Interview | Home-Office-Kontrollen in Berlin - "Wir sind nicht die Bußgeld-Könige"
Seit Ende Januar gelten auch für den Arbeitsplatz strengere Corona-Maßnahmen. Ob sie eingehalten werden, kontrolliert in Berlin das Landesamt für Arbeits-, Gesundheitsschutz und technische Sicherheit. Dessen Direktor Robert Rath erklärt, wie die Kontrollen ablaufen.
rbb: Herr Rath, wie gehen Ihre Mitarbeiterinnen und Mitarbeiter konkret bei den Kontrollen vor?
Robert Rath: Diese neue Arbeitsschutzverordnung des Bundesarbeitsministeriums sieht drei Sachen vor: Der Arbeitgeber muss die bisherigen Arbeitsschutz-Standards einhalten. Der Arbeitgeber muss seine Prozesse so umorganisieren, dass er maximale Kontaktreduzierung hinbekommt, unter anderem auch durch das Anbieten von Home-Office. Außerdem muss er Maskentragen vorgeben, wenn er gewisse Vorgaben nicht einhalten kann.
Das kontrollieren wir, indem wir auf die Betriebe direkt zugehen. Zum Teil besuchen wir sie, zum Teil schreiben wir sie an - und bei uns kommen auch Beschwerden an.
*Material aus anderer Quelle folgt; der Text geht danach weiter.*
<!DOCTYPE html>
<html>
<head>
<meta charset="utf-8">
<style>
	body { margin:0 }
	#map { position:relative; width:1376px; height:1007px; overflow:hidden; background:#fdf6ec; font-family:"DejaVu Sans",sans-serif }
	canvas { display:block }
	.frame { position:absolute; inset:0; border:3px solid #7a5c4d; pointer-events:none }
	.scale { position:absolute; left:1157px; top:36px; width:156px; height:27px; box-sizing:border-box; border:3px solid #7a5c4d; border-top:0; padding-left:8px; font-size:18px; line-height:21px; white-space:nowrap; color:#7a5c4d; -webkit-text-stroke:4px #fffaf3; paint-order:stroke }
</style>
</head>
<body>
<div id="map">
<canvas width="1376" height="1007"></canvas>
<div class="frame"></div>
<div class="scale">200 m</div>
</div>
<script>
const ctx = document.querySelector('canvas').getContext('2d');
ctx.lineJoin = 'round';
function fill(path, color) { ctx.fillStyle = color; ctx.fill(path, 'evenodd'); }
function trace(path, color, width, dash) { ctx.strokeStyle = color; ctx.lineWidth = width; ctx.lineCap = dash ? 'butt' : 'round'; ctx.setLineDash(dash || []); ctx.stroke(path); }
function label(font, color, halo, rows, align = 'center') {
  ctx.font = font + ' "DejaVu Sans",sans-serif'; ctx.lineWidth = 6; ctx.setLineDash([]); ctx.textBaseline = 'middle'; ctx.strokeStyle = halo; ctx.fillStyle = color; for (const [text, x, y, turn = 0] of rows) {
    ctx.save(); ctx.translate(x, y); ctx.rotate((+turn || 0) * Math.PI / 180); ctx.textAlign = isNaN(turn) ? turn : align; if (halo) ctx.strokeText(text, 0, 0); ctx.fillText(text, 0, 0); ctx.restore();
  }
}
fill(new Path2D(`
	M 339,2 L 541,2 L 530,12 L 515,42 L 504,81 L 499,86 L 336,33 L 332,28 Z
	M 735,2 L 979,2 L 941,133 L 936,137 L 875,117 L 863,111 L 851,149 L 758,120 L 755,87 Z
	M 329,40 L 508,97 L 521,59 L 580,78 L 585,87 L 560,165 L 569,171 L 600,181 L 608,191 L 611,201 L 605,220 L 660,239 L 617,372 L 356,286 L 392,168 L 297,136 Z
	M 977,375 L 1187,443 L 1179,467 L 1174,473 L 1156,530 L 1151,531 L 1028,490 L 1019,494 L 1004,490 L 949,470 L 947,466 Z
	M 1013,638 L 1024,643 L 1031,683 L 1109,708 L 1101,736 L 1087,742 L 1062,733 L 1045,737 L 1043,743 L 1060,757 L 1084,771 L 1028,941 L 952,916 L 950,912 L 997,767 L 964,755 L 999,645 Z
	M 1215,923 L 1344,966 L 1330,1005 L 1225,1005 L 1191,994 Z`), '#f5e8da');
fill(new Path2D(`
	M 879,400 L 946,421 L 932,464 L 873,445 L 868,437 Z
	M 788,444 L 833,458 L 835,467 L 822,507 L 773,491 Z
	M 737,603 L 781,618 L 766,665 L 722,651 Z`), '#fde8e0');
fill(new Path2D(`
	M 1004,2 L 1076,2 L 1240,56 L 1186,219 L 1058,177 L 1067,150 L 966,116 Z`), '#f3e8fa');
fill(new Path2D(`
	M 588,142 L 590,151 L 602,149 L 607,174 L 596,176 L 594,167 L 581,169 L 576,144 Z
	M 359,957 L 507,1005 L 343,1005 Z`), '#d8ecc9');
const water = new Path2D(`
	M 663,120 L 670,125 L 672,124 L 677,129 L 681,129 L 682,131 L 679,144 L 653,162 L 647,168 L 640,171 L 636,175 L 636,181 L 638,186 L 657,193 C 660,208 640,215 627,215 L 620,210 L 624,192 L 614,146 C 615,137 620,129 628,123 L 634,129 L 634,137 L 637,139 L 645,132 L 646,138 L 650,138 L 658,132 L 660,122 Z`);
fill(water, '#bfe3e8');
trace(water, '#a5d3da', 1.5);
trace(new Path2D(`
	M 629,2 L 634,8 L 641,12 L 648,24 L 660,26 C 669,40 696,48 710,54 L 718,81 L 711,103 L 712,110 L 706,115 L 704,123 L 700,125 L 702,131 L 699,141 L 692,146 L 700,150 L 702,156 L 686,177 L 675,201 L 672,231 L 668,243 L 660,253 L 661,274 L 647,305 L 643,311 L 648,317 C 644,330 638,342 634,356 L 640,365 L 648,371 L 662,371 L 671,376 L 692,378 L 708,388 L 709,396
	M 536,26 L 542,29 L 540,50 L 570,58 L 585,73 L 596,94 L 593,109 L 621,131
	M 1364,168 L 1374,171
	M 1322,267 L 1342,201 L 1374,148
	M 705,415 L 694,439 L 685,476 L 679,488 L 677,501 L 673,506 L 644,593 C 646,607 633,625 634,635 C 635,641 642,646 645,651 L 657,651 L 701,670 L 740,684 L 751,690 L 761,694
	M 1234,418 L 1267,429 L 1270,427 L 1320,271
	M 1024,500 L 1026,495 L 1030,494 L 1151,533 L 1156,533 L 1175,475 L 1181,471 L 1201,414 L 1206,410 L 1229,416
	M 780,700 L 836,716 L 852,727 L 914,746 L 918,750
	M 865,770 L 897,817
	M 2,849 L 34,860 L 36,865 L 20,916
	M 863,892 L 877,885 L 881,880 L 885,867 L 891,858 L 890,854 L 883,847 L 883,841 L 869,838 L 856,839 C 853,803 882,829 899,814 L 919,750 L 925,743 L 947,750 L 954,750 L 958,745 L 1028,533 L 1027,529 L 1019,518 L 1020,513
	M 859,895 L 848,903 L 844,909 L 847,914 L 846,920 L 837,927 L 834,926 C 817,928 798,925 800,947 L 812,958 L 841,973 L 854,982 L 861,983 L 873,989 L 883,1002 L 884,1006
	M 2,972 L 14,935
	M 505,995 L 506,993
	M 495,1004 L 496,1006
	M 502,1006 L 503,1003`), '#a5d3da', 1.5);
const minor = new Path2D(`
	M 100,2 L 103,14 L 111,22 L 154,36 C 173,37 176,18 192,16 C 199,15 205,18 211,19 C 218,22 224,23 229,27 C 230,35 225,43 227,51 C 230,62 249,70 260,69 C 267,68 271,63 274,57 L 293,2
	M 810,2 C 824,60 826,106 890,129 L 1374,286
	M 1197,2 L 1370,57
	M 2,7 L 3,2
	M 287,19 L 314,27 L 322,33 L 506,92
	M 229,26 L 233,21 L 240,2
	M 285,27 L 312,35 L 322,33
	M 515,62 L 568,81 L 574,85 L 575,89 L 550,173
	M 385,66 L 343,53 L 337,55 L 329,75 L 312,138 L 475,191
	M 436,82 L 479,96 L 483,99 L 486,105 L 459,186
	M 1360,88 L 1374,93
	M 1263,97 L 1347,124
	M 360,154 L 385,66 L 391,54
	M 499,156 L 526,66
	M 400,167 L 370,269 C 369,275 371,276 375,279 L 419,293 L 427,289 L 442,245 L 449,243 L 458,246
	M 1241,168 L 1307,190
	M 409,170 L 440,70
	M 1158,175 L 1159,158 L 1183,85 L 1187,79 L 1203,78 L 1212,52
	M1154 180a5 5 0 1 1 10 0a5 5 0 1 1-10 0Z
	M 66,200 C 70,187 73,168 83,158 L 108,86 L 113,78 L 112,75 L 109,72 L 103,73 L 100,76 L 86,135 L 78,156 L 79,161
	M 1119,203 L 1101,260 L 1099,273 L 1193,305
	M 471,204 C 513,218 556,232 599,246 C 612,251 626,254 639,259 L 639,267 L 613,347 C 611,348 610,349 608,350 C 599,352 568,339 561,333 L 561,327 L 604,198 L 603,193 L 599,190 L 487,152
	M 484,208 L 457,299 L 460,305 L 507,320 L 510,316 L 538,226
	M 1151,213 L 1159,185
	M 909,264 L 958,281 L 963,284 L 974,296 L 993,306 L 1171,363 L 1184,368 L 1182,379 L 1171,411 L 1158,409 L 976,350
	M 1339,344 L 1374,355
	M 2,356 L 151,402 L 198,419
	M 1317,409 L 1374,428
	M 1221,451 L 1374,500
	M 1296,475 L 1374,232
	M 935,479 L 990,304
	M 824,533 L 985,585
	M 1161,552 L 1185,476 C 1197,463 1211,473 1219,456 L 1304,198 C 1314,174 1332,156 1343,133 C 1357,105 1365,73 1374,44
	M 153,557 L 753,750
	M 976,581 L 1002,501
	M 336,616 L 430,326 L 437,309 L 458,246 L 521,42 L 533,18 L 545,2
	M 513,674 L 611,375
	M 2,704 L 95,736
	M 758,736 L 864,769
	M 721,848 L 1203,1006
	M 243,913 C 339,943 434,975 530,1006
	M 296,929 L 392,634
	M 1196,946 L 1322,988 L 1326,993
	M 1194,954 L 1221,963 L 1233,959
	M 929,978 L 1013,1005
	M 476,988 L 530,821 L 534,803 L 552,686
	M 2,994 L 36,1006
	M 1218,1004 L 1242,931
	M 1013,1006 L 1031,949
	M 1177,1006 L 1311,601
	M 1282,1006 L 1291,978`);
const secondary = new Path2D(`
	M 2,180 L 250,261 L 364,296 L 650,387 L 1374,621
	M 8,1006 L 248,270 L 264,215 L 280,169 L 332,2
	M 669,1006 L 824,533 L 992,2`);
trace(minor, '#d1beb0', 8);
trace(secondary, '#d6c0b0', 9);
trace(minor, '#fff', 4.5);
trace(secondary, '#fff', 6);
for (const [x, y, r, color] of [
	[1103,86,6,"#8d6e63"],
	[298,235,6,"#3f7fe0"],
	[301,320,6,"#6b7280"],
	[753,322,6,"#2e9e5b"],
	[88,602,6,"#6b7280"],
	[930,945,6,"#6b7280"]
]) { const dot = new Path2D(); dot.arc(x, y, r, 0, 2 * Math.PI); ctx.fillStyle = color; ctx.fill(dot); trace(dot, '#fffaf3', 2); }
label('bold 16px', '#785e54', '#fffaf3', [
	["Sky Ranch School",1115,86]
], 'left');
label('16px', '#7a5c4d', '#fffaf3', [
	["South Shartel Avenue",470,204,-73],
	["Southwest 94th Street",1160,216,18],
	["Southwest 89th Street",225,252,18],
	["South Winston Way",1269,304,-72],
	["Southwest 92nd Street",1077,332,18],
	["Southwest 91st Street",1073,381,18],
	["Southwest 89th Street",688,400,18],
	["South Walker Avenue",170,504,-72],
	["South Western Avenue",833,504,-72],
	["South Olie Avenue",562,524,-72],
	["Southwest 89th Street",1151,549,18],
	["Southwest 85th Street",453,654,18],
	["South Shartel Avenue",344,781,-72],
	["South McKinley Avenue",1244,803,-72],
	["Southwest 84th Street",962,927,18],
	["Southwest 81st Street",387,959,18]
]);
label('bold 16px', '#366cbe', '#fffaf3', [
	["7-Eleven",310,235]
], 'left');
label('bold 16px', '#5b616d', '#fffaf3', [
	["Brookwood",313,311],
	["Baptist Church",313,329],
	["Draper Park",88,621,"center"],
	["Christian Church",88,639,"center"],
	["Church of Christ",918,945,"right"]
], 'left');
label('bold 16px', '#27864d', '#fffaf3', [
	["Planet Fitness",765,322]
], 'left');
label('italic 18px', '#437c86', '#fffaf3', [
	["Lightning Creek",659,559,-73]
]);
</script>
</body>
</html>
Diese Beschwerden sind immer ein gutes Indiz dafür, dass im Betrieb etwas nicht funktioniert. Das ist dann ein guter Anlass, den Arbeitgeber zu fragen, wie er es mit dem Arbeitsschutz hält.
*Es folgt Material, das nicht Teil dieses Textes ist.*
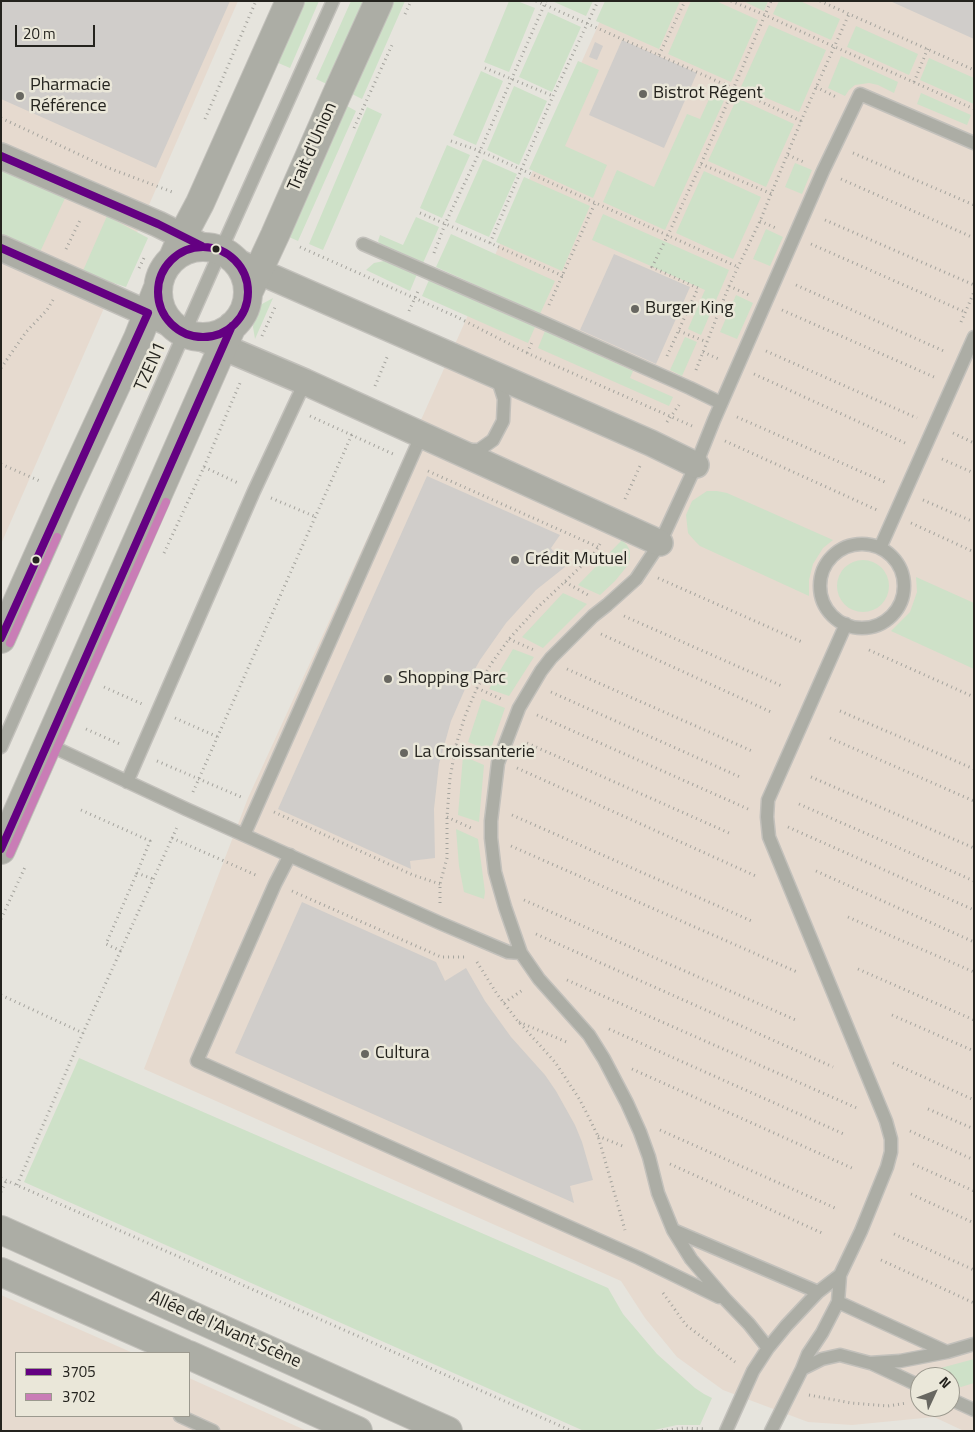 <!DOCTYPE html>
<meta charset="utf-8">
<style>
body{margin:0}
#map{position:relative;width:975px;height:1432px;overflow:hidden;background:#e6e4dd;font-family:"Titillium Web",sans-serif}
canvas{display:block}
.frame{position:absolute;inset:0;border:2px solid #24231e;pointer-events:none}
.legend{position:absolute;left:15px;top:1352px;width:175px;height:65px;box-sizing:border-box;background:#eae7d9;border:1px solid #9b998e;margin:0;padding:6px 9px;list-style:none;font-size:15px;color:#24231e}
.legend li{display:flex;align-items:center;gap:10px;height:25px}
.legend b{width:25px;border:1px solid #9b998e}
.north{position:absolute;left:910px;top:1367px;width:50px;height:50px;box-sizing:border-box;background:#eae7d9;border:1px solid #9b998e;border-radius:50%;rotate:47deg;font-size:14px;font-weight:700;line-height:20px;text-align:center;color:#24231e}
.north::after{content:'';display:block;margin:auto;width:18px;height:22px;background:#686761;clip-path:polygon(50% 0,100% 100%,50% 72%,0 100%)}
.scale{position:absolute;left:15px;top:25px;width:80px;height:22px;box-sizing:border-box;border:2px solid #24231e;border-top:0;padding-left:6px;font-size:15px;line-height:18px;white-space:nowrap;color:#24231e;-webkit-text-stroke:4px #eae7d9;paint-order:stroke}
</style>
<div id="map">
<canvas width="975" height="1432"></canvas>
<div class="frame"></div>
<ul class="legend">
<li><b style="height:6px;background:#640082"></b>3705</li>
<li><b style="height:6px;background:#c97db6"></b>3702</li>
</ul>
<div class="north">N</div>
<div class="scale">20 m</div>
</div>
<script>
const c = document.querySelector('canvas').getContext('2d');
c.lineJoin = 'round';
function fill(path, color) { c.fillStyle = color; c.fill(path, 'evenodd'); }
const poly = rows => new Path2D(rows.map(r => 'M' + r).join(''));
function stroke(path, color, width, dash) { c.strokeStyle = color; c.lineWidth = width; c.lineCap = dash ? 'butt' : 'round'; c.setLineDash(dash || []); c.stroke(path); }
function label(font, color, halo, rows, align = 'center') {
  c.font = font + ' "Titillium Web",sans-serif'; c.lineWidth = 5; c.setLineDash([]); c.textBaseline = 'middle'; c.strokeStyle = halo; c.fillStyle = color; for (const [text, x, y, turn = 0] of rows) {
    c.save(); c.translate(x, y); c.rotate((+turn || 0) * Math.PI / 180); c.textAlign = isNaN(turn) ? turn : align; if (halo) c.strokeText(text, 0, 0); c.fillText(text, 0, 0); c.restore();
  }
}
const commercial = poly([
 [1,1,238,1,1,544],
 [609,1,974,1,974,1431,964,1431,934,1417,852,1425,808,1422,723,1390,677,1357,645,1318,621,1281,144,1069,248,798,403,460],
 [920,1377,950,1377,950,1407,920,1407],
 [1,1295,133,1353,16,1353,16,1416,189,1416,189,1378,307,1431,1,1431]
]);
const green = poly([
 [303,1,319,1,290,68,276,62],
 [351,1,366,1,329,85,316,79],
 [392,1,405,1,362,99,350,93],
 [509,1,517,1,535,8,509,72,484,62],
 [552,1,593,1,586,16],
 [605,1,680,1,659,49,596,21],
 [691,1,716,1,758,20,731,82,668,54],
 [743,1,768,1,764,11],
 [779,1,800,1,840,19,831,40,773,14],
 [548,12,581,27,552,92,519,77],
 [769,25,826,50,799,112,741,87],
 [856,26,918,54,909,75,847,47],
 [841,56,898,82,894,93,878,85,869,83,855,85,849,90,845,96,828,88],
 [929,58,974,78,974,104,920,80],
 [578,61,599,70,565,146,607,165,593,198,529,169],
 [481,71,503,81,476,145,453,135],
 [514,86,547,101,519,165,487,150],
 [714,88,727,94,665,230,603,202,617,170,654,187,687,114,700,119],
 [921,93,971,115,967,125,917,104],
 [737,98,794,124,766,187,708,161],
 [347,106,356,111,298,241,289,237],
 [367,107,382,114,323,250,309,244],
 [447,145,470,155,442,218,420,208],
 [483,159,517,174,489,237,455,222],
 [795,163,812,170,802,194,785,187],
 [1,168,66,196,40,252,1,235],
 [704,171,761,197,733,259,676,233],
 [524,177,590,206,562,271,496,242],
 [603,214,729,270,701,335,688,329,705,290,592,240],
 [107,216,148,238,126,287,82,273],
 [416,217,439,227,423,263,380,244,378,241,380,235,403,245],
 [766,229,783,237,770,266,753,259],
 [451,234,555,281,540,314,436,267],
 [384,261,417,274,410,291,366,270,374,263],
 [429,280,535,327,528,343,422,296],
 [736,295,753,303,737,339,720,332],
 [273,298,255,339,253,327,255,314,262,304],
 [545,331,633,371,630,378,673,397,669,406,538,348],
 [685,337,697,342,682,376,670,370],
 [707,491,717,491,727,493,833,540,823,548,813,564,809,580,809,596,700,546,694,540,688,533,686,515,692,501],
 [622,540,627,545,630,551,630,558,628,565,615,581,600,595,578,585],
 '837 586a26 26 0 1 1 52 0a26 26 0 1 1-52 0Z',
 [916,577,974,603,974,669,891,631,910,612,917,592],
 [563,593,587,604,543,648,522,637],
 [513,649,534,657,509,696,489,689],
 [482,699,505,708,490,751,468,742],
 [463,756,484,765,479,822,458,815],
 [456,829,478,839,485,892,484,899,464,892,459,866],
 [79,1058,608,1288,623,1314,657,1354,695,1388,704,1394,712,1398,700,1425,677,1425,650,1431,584,1431,24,1182],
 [974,1359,974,1383,961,1387,950,1383,950,1377,938,1377,937,1369]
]);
const building = poly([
 [1,1,230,1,156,168,1,99],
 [890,1,974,1,974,39],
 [622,40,697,73,664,148,589,115],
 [595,42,603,46,597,60,589,57],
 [614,254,690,287,656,364,580,330],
 [427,476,560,535,551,548,565,567,536,590,506,623,480,660,469,680,451,721,439,764,434,809,435,858,410,861,411,869,278,809],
 [302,902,436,962,445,981,466,968,485,1001,511,1037,545,1075,556,1091,575,1125,582,1142,593,1180,570,1186,574,1203,235,1053]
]);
const path = poly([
 [536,1,735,89,801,121],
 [731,1,765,15,835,47,974,109],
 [820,1,974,70],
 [405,14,411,1],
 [659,55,685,1],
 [485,68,553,96],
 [914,82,928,48],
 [816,87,836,97],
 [1,118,106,167,175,193],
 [205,119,256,1],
 [354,128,392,45],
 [451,141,480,151,738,267],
 [853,153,974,205],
 [788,155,806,163],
 [701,164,772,194],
 [841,179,974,238],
 [420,213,490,243,563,276],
 [825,220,974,285],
 [760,221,778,229],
 [490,243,553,96,598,1],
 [811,244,965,312],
 [300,247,457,317,527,353,692,426],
 [66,249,81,218],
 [434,253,445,224,480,151,546,1],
 [139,268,145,256],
 [796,285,946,352],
 [729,286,749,295],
 [549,305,595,203],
 [782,310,934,377],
 [409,311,419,289],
 [961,322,974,292],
 [679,331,707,342],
 [262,336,276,305],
 [766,351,917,418],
 [703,352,721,360],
 [527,353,533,340],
 [667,356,698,288,652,267,668,235,701,164,771,1],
 [1,368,26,332,47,310,53,300],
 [696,370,729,286,760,221,801,121,849,14],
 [754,374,905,443],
 [375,386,388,355],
 [310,416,393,454],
 [737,417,887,483],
 [667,422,679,405],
 [953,433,974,443],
 [725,441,877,510],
 [942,459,974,473],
 [1,464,42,482],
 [204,467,238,483],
 [428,471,598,547],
 [271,498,316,517],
 [625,499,640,466],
 [923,500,974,522],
 [911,523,974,552],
 [164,553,204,467,240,383],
 [658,578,802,642],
 [565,582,588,595],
 [624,616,782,686],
 [601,634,771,712],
 [509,639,534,650],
 [869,650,974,697],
 [567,669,752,751],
 [104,687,142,704],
 [477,688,501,699],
 [551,692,740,777],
 [840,711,974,769],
 [537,715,748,809],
 [175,718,218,737],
 [86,729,122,745],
 [830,738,974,801],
 [527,743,729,833],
 [456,745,481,756],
 [157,761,241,797],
 [517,768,758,877],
 [811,777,974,848],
 [193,792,353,432],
 [799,804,974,881],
 [81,810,150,841,137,873,153,879],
 [274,812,413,875,440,884],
 [512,815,754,922],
 [447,817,471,828],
 [788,827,974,910],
 [172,838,258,876],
 [511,846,797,972],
 [816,871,974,942],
 [292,891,441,957,466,957],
 [524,900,798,1021],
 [440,903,440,884,447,858,447,817,450,778,456,745,465,716,477,688,491,664,509,639,536,609,593,555,600,544],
 [848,917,974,972],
 [1,919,26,865],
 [536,934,833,1067],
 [121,951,106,944,137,873],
 [477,962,497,994,517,1020,555,1062,580,1100,598,1136,625,1230],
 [858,969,974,1020],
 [567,980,859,1109],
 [1,995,83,1033],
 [504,1003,524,989],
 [892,1015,974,1051],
 [519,1022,569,1043],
 [609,1029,846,1135],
 [893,1063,974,1100],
 [632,1069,854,1169],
 [928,1109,974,1129],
 [660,1130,835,1208],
 [910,1131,974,1160],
 [598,1136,625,1147],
 [670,1164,822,1233],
 [913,1164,974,1191],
 [1,1178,572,1431],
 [17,1185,83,1033,178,825],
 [1,1192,6,1181],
 [911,1194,974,1223],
 [894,1234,974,1270],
 [881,1260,974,1303],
 [663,1293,686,1325,735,1362],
 [809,1395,851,1403,888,1406,907,1403],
 [662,1431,683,1428,706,1429]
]);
const service = poly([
 [363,244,542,322,690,388,721,403],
 [465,450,479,450,493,440,503,421,504,399,497,377],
 '820 586a42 42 0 1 1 84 0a42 42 0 1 1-84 0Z',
 [880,548,974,337],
 [49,745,186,809,440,923,508,952,521,953],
 [1,747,221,250,333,1],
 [127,782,254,491,305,382],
 [244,835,422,434],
 [290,855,275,884,197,1061,639,1258,719,1297],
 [673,1230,818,1292],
 [838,1302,947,1352],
 [768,1348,786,1326,818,1292,840,1275],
 [873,1364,920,1386],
 [802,1369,808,1354,822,1333,838,1302,840,1275,861,1231,887,1167,891,1152,891,1139,886,1121,769,837,767,817,768,800,846,624],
 [950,1399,974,1410],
 [180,1416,213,1431],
 [726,1431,753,1371,768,1348,749,1324,726,1300,691,1259,673,1230,658,1193,649,1157,640,1132,627,1103,604,1059,589,1035,539,979,521,953,505,907,495,872,491,838,491,821,498,763,519,708,541,671,551,658,593,616,607,605,636,579,660,543,696,465,714,420,823,171,860,94,974,143],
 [771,1431,802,1369,822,1359,840,1355,870,1363,900,1361,947,1352,974,1344]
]);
const minor = poly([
 [1,156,158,224,202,246],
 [1,248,171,324],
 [235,261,651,443,696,465],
 [197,336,305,382,660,543]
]);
const tertiary = poly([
 '158 292a45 45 0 1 1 90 0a45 45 0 1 1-90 0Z',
 [173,258,182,237,200,203,290,1],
 [248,293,275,235,336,96,379,1],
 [1,639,66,493,138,338,157,290],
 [1,850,232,326],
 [1,1230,448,1431],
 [1,1272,184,1353],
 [189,1355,358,1431]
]);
const bus1 = poly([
 [1,156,158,224,202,246],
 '158 292a45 45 0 1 1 90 0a45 45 0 1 1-90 0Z',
 [1,248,148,313,1,638],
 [1,849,232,326]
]);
const bus2 = poly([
 [10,643,57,537],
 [10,854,166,502]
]);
const markers = [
 [643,94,5,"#686761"],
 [20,96,5,"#686761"],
 [216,249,4.5,"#24231e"],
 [635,309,5,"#686761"],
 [36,560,4.5,"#24231e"],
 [515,560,5,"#686761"],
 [388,679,5,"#686761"],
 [404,753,5,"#686761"],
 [365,1054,5,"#686761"]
];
const poiNames = [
 ["Pharmacie",30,86],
 ["Référence",30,107],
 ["Bistrot Régent",653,94],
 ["Burger King",645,309],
 ["Crédit Mutuel",525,560],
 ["Shopping Parc",398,679],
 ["La Croissanterie",414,753],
 ["Cultura",375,1054]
];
const streetNames = [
 ["Trait d'Union",313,147,-66],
 ["TZEN1",151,367,-66],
 ["Allée de l'Avant Scène",225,1330,24]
];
fill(commercial, '#e6dacf');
fill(green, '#cee1c8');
fill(building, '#d0cdca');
stroke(service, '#c2c0bb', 15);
stroke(minor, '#c2c0bb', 28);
stroke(tertiary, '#c2c0bb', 30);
stroke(path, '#a4a39d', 3, [1, 4]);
stroke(service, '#acada5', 12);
stroke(minor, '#acada5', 25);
stroke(tertiary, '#acada5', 28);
stroke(bus1, '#640082', 8);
stroke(bus2, '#c97db6', 8);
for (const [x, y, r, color] of markers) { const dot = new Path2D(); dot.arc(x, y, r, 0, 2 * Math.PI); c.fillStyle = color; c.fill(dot); stroke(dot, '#eae7d9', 2); }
label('18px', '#24231e', '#eae7d9', poiNames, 'left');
label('18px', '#24231e', '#eae7d9', streetNames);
</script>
Wie viele Leute stehen Ihnen zur Verfügung?
Nicht sehr viele. Wir haben eine ganze Bandbreite von Aufgaben: Wir genehmigen Kraftwerke, wir überwachen die Produktsicherheit - zum Beispiel im Umgang mit FFP2-Masken. Wir genehmigen Biostoffe-Labore, in denen getestet wird, und vieles andere. Wir sind für Inverkehrbringen von Desinfektionsmittel zuständig. Wir haben den Strahlenschutz bei uns und zum Beispiel auch den Mutterschutz, die Kündigungen, die derzeit reinkommen, weil Arbeitgeber ihre Beschäftigten nicht mehr beschäftigen können. Wenn eine gekündigte Personen aber schwanger ist oder im Erziehungsurlaub, dann geht das nur, wenn unsere Behörde zustimmt. Das alles und noch vieles mehr sind unsere Aufgaben.
Einen größeren Teil unserer Kräfte stecken wir jetzt in diese Corona-Home-Office-Kontrollen. Wir wollen in dieser Zeit einen Beitrag zum Infektionsschutz und Überwachung der Rechtsvorschriften in Berlin leisten.
Können Sie eine erste Zwischenbilanz ziehen, was die Art von Verstößen angeht?
Wir haben eine erste Bilanz aus den Anfragen bei der Hotline, per E-Mail oder per Telefon. Wir haben etwa 50 Anrufe und 100 E-Mails bekommen. Die Bandbreite ist recht groß. Zum einen sind es Beschäftigte, die seit langer Zeit schon versuchen zu kämpfen und seelisch verzweifelt sind, weil sie im Betrieb nicht weiterkommen. Meist weinen sie am Telefon, weil sie den Eindruck haben, da müsste doch etwas gehen.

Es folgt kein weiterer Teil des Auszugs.